Webb feels "there was something curiously familiar about these supposedly new ideas for high-speed travel". The illustration I mentioned before shows a satirical drawing of a "Hyperloop" labelled "Grand Vacuum Tube Company Direct to Bengal" that would carry passengers from Britain to present-day Bangladesh, a distance of 5,000 miles. This was in 1895.
But the vacuum tube system was not Victorian science fiction, as another illustration in this fascinating book shows a vacuum railway tube that actually operated in London’s Crystal Palace Park in 1867. It ran for 600 yards and the price for the journey was 6d (2½p in decimal currency).
The ‘pneumatic’ trains did not run through vacuum-tight tubes, but in the open air like normal railway trains, but with a cast-iron pipe between the rails. A piston in this pipe was attached to the front carriage of the train, a vacuum was created in the tube, sealed by a leather flap which ran the length of the line, and atmospheric pressure propelled the piston and train forward.
This method worked because it had steam engines placed at intervals along the track that produced and maintained the vacuum so there was no noise or smoke. The trains moved silently and incredibly fast. Isambard Kingsdom Brunel himself was impressed by the system, but the steam engines were inefficient over long distances, making the venture too costly; although Webb relates "that as early as 1847 trains, working on this principle, were running between the English towns of Exeter and Newton Abbot" taking 20 minutes to cover this distance and were faster than electric trains running on this route today.
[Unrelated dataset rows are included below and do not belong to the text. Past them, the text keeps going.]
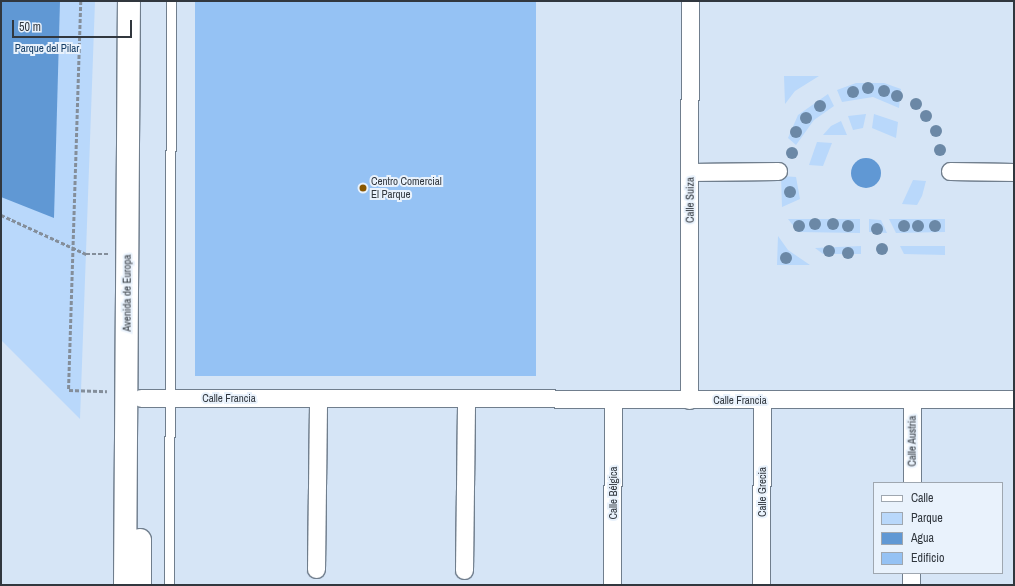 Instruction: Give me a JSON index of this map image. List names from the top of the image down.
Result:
{
  "streets": {
    "main road": ["Avenida de Europa"],
    "street": [
      "Calle Suiza",
      "Calle Francia",
      "Calle Austria",
      "Calle Grecia",
      "Calle Bélgica"
    ]
  },
  "crossings": [
    ["Calle Suiza", "Calle Francia"],
    ["Avenida de Europa", "Calle Francia"],
    ["Calle Francia", "Calle Austria"],
    ["Calle Francia", "Calle Grecia"],
    ["Calle Francia", "Calle Bélgica"]
  ],
  "parks": ["Parque del Pilar"],
  "places": ["Centro Comercial El Parque"],
  "legend": [
    "Calle",
    "Parque",
    "Agua",
    "Edificio"
  ],
  "scale_bar": "50 m"
} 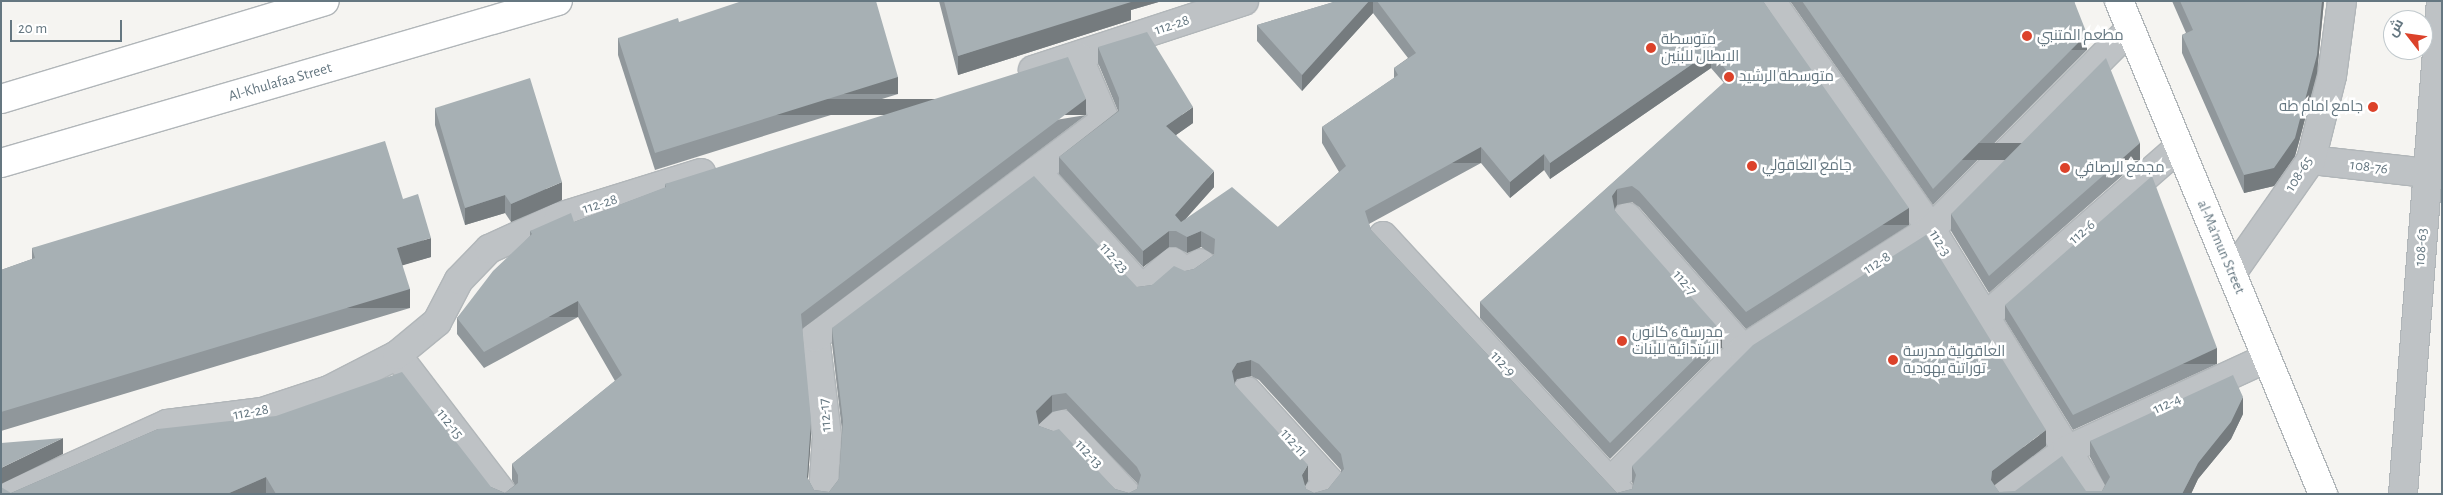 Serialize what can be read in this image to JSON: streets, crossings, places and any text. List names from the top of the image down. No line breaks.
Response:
{"streets":{"main road":["Al-Khulafaa Street","al-Ma'mun Street"],"lane":["112-28","108-76","108-65","112-6","112-3","108-63","112-23","112-8","112-7","112-9","112-4","112-17","112-15","112-11","112-13"]},"crossings":[["112-28","112-15"],["108-76","108-65"],["108-76","108-63"],["108-65","al-Ma'mun Street"],["112-6","112-3"],["112-6","al-Ma'mun Street"],["112-3","112-8"],["112-3","112-4"],["al-Ma'mun Street","112-8"],["al-Ma'mun Street","112-4"],["112-23","112-17"],["112-8","112-7"],["112-8","112-9"]],"places":["مطعم المتنبي","متوسطة الابطال للبنين","متوسطة الرشيد","جامع امام طه","جامع العاقولي","مجمع الرصافي","مدرسة 6 كانون الابتدائية للبنات","العاقولية مدرسة توراتية يهودية"],"scale_bar":"20 m","north":"top left"} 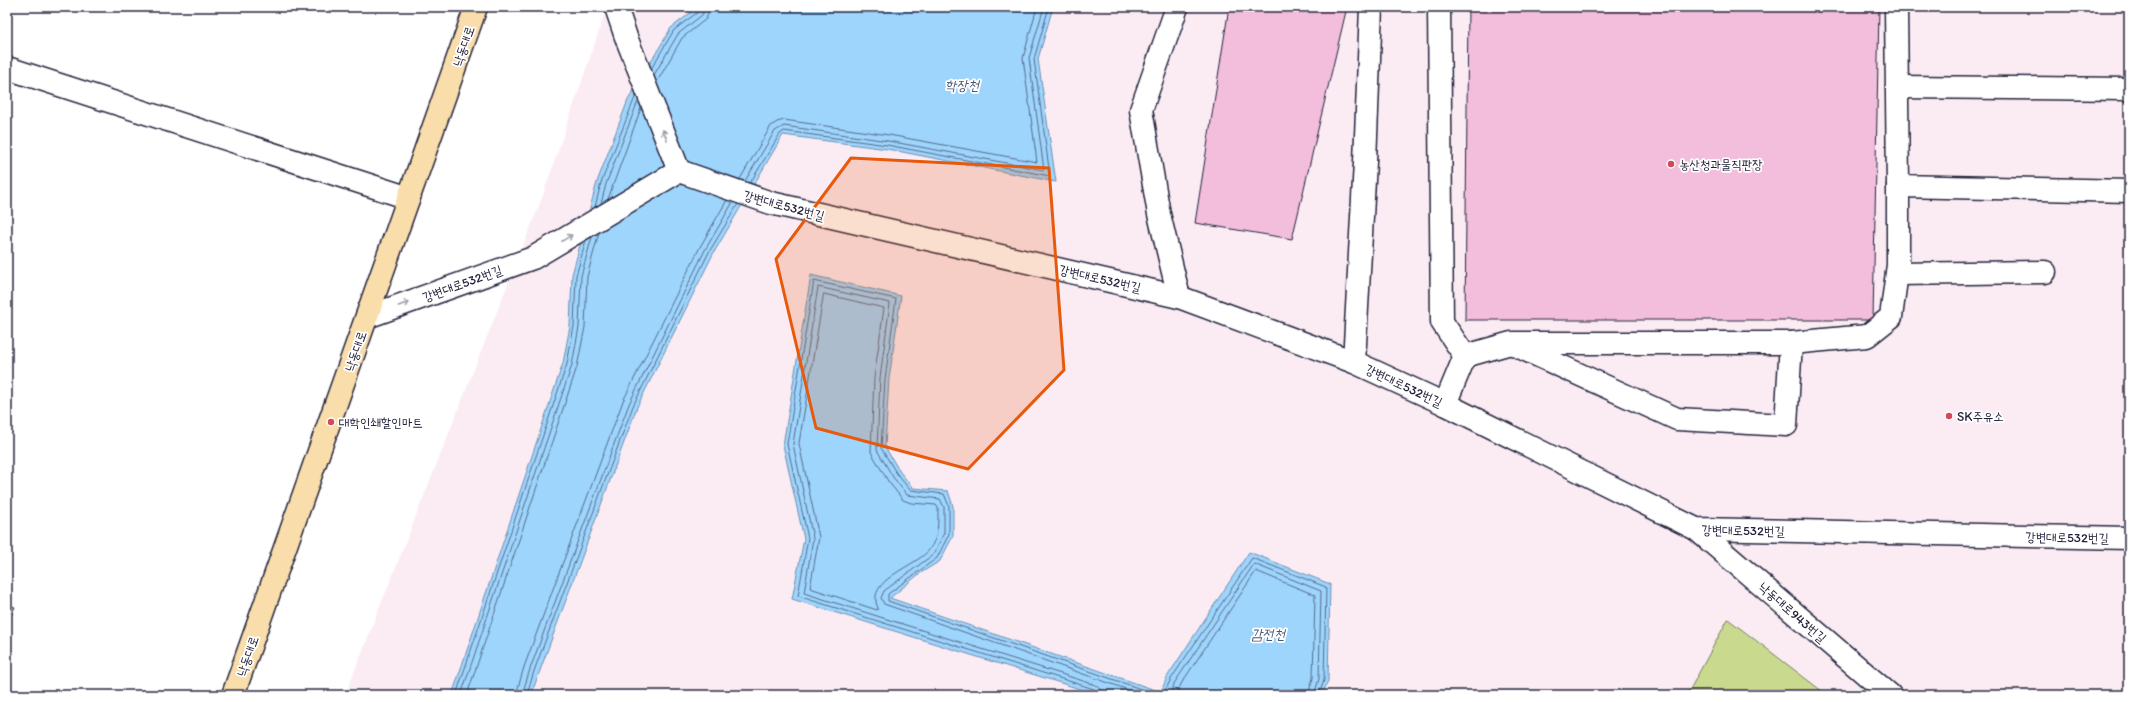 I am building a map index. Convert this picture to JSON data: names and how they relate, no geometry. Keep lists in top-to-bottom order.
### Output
{
  "streets": {
    "main road": ["낙동대로"],
    "street": ["강변대로532번길", "낙동대로943번길"]
  },
  "crossings": [
    ["낙동대로", "강변대로532번길"],
    ["강변대로532번길", "낙동대로943번길"]
  ],
  "water": ["학장천", "감전천"],
  "places": ["농산청과물직판장", "SK주유소", "대학인쇄할인마트"]
} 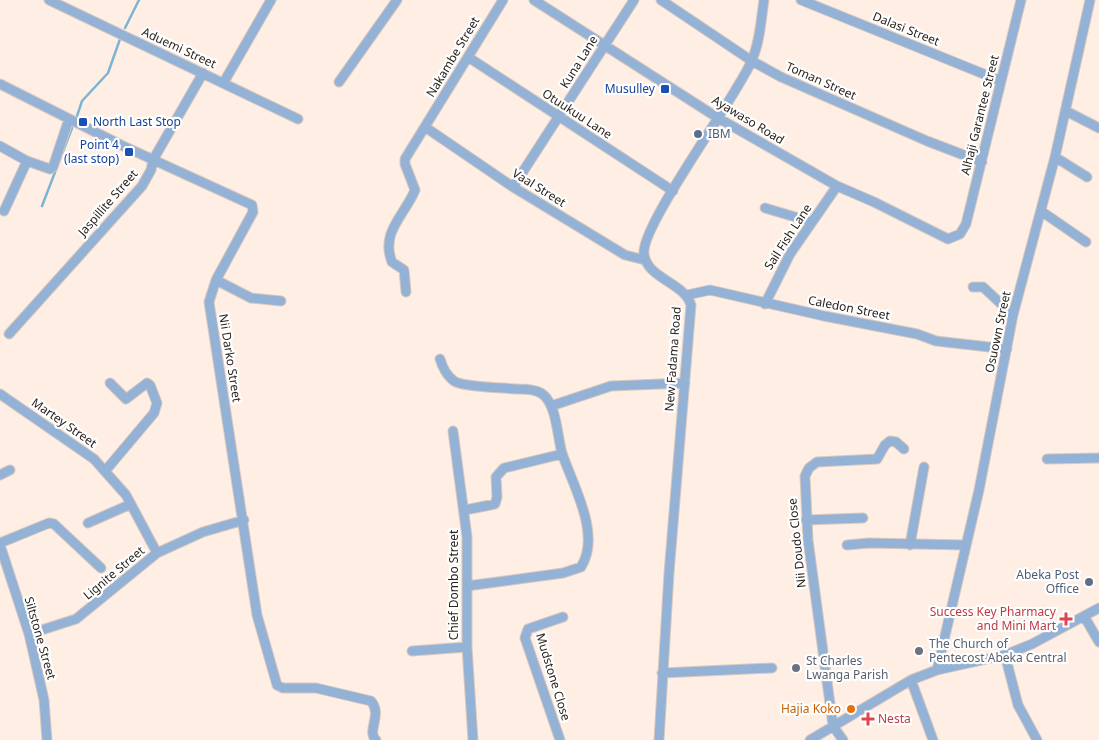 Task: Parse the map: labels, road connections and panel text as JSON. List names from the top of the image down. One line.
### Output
{"streets":{"street":["Dalasi Street","Aduemi Street","Nakambe Street","Kuna Lane","Toman Street","Otuukuu Lane","Alhaji Garantee Street","Ayawaso Road","Vaal Street","Jaspillite Street","Sail Fish Lane","Caledon Street","Osuown Street","Nii Darko Street","New Fadama Road","Martey Street","Nii Doudo Close","Lignite Street","Chief Dombo Street","Siltstone Street","Mudstone Close"]},"crossings":[["Dalasi Street","Alhaji Garantee Street"],["Aduemi Street","Jaspillite Street"],["Nakambe Street","Otuukuu Lane"],["Nakambe Street","Vaal Street"],["Kuna Lane","Otuukuu Lane"],["Kuna Lane","Ayawaso Road"],["Kuna Lane","Vaal Street"],["Toman Street","Alhaji Garantee Street"],["Alhaji Garantee Street","Ayawaso Road"],["Ayawaso Road","Sail Fish Lane"],["Vaal Street","New Fadama Road"],["Jaspillite Street","Nii Darko Street"],["Sail Fish Lane","Caledon Street"],["Caledon Street","Osuown Street"],["Caledon Street","New Fadama Road"],["Nii Darko Street","Lignite Street"],["Martey Street","Lignite Street"],["Lignite Street","Siltstone Street"]],"places":{"transit":["Musulley","North Last Stop","Point 4 (last stop)"],"other":["IBM","Abeka Post Office","The Church of Pentecost Abeka Central","St Charles Lwanga Parish","Hajia Koko"],"health":["Success Key Pharmacy and Mini Mart","Nesta"]}} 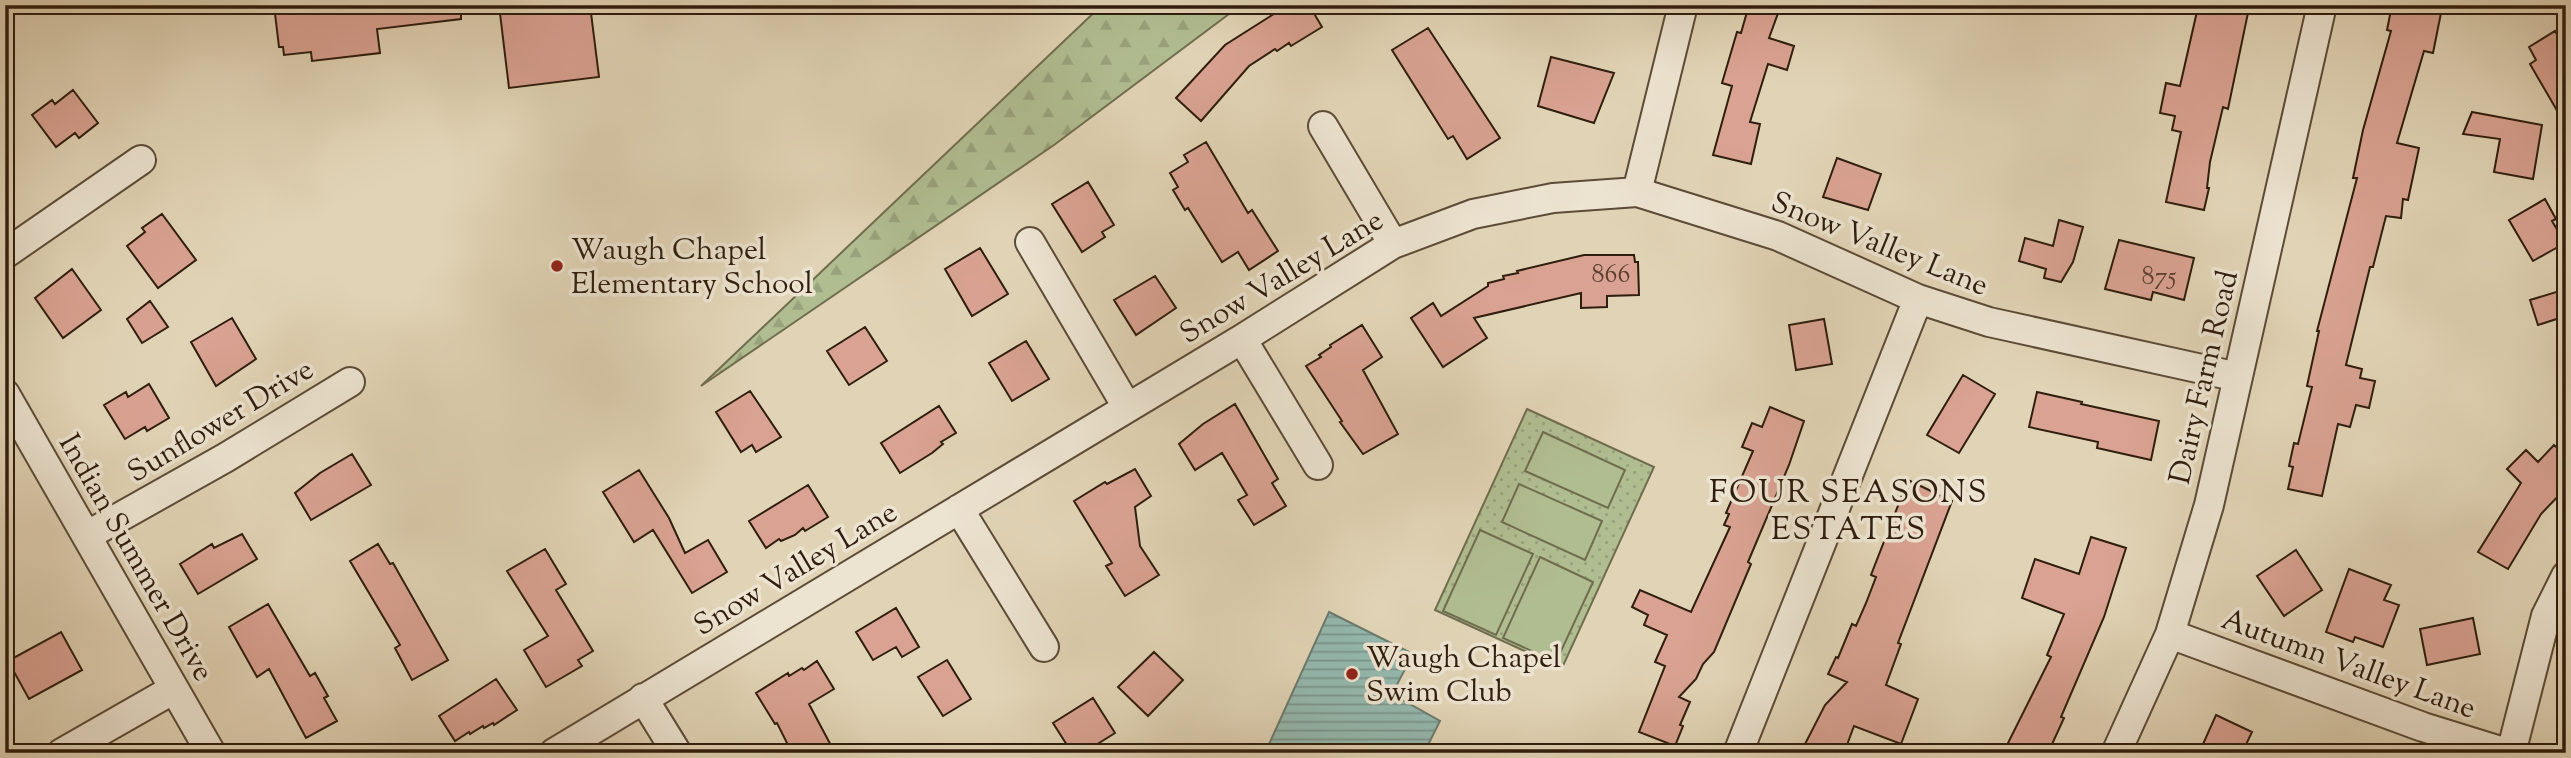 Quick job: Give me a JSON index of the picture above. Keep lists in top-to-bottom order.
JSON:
{
  "streets": {
    "street": [
      "Snow Valley Lane",
      "Dairy Farm Road",
      "Sunflower Drive",
      "Indian Summer Drive",
      "Autumn Valley Lane"
    ]
  },
  "crossings": [
    ["Snow Valley Lane", "Dairy Farm Road"],
    ["Dairy Farm Road", "Autumn Valley Lane"],
    ["Sunflower Drive", "Indian Summer Drive"]
  ],
  "districts": ["FOUR SEASONS ESTATES"],
  "places": ["Waugh Chapel Elementary School", "Waugh Chapel Swim Club"],
  "house_numbers": ["866", "875"]
} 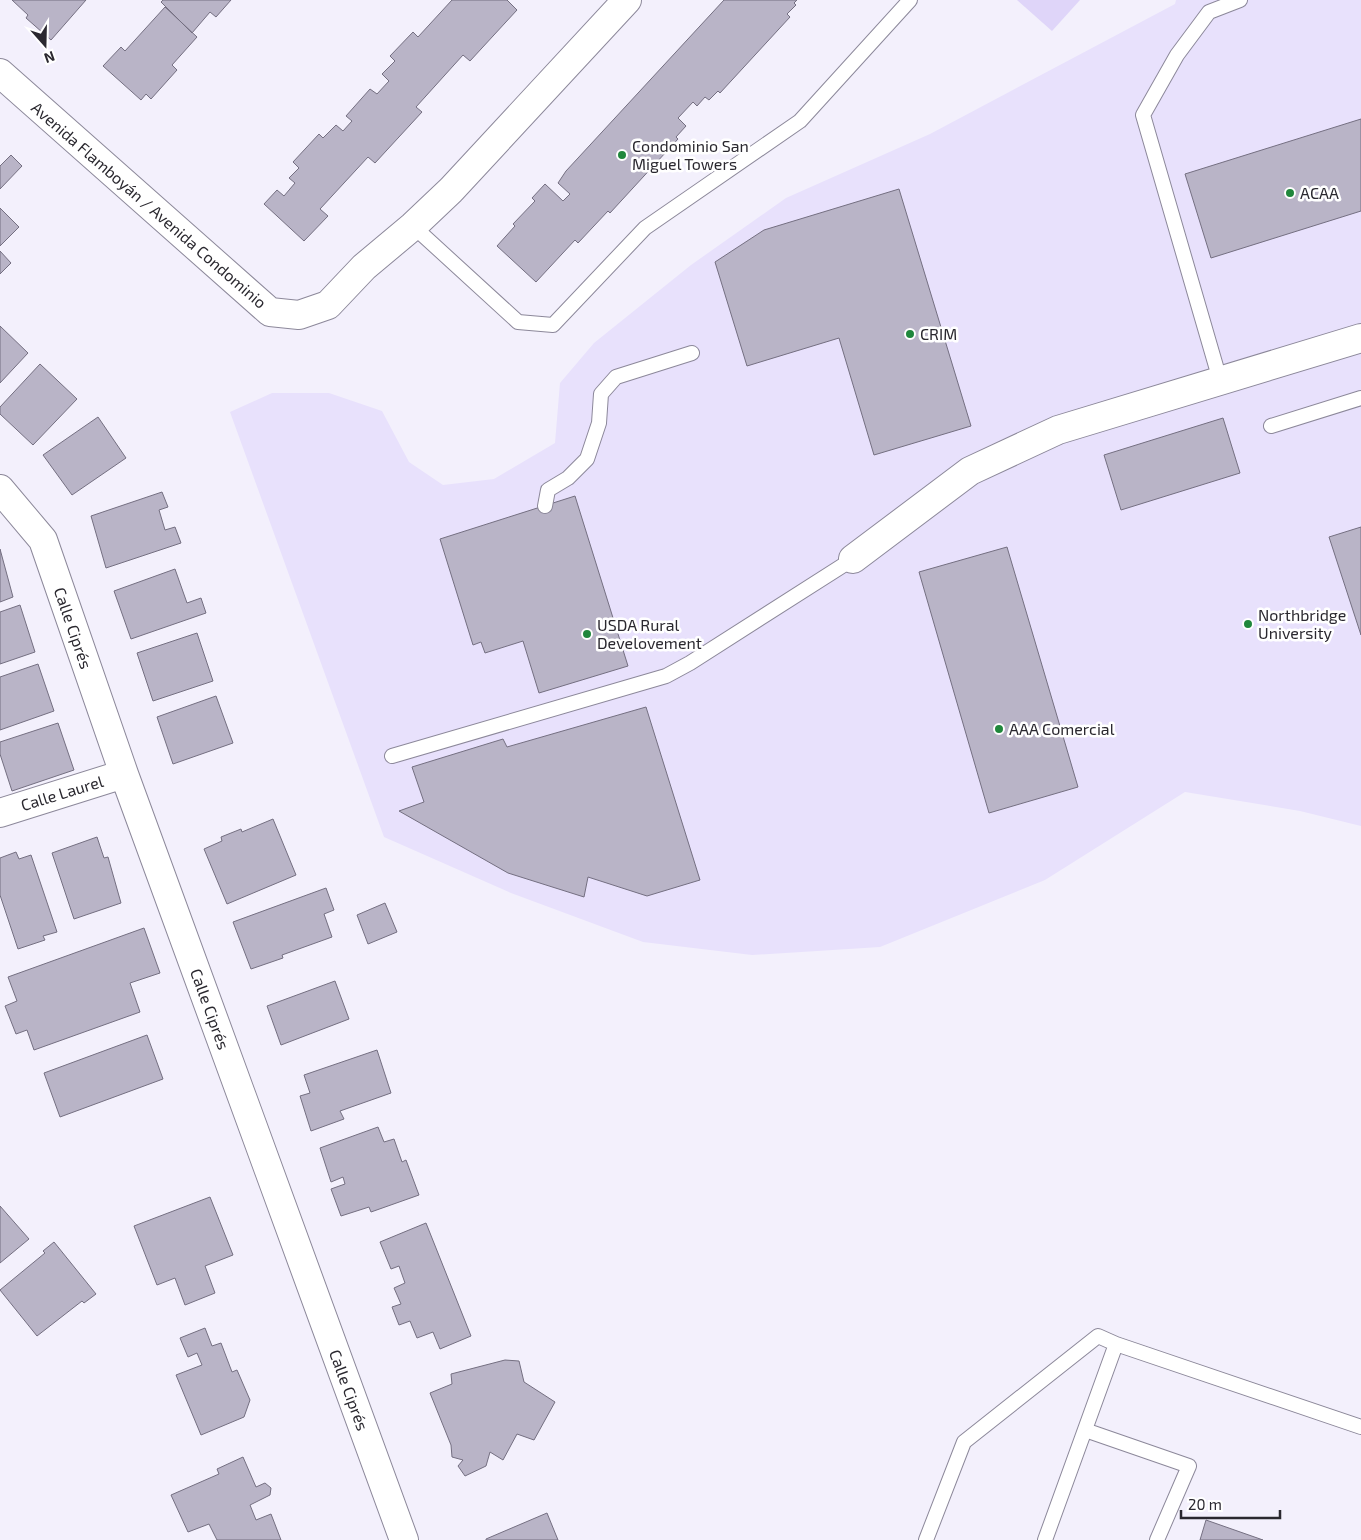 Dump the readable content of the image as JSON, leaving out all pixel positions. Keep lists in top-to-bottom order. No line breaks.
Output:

One version of Steampunk literature creates alternative universes. Images from what may be called classic steampunk set in the nineteenth century are reminiscent of H. G. Wells or Jules Verne. They are indistinguishable at times from those which actually date from that period. The author relates "the closer that a work resembles the world of Verne or Wells, the better and more authentic it is likely to be."
The term 'science fiction' itself dates only from the twentieth century, but the concept is much older than that. In 1666 Margaret Cavendish wrote The Blazing World, which has been described by some as the first science fiction story. Writers of steampunk today look back to the Victorian era and refashion it with anachronistic technology and styles of the time. Some nineteenth-century authors looked forward to a future filled with wonders which were not yet known. Both types of fiction are based on little known incidents and inventions of the real world.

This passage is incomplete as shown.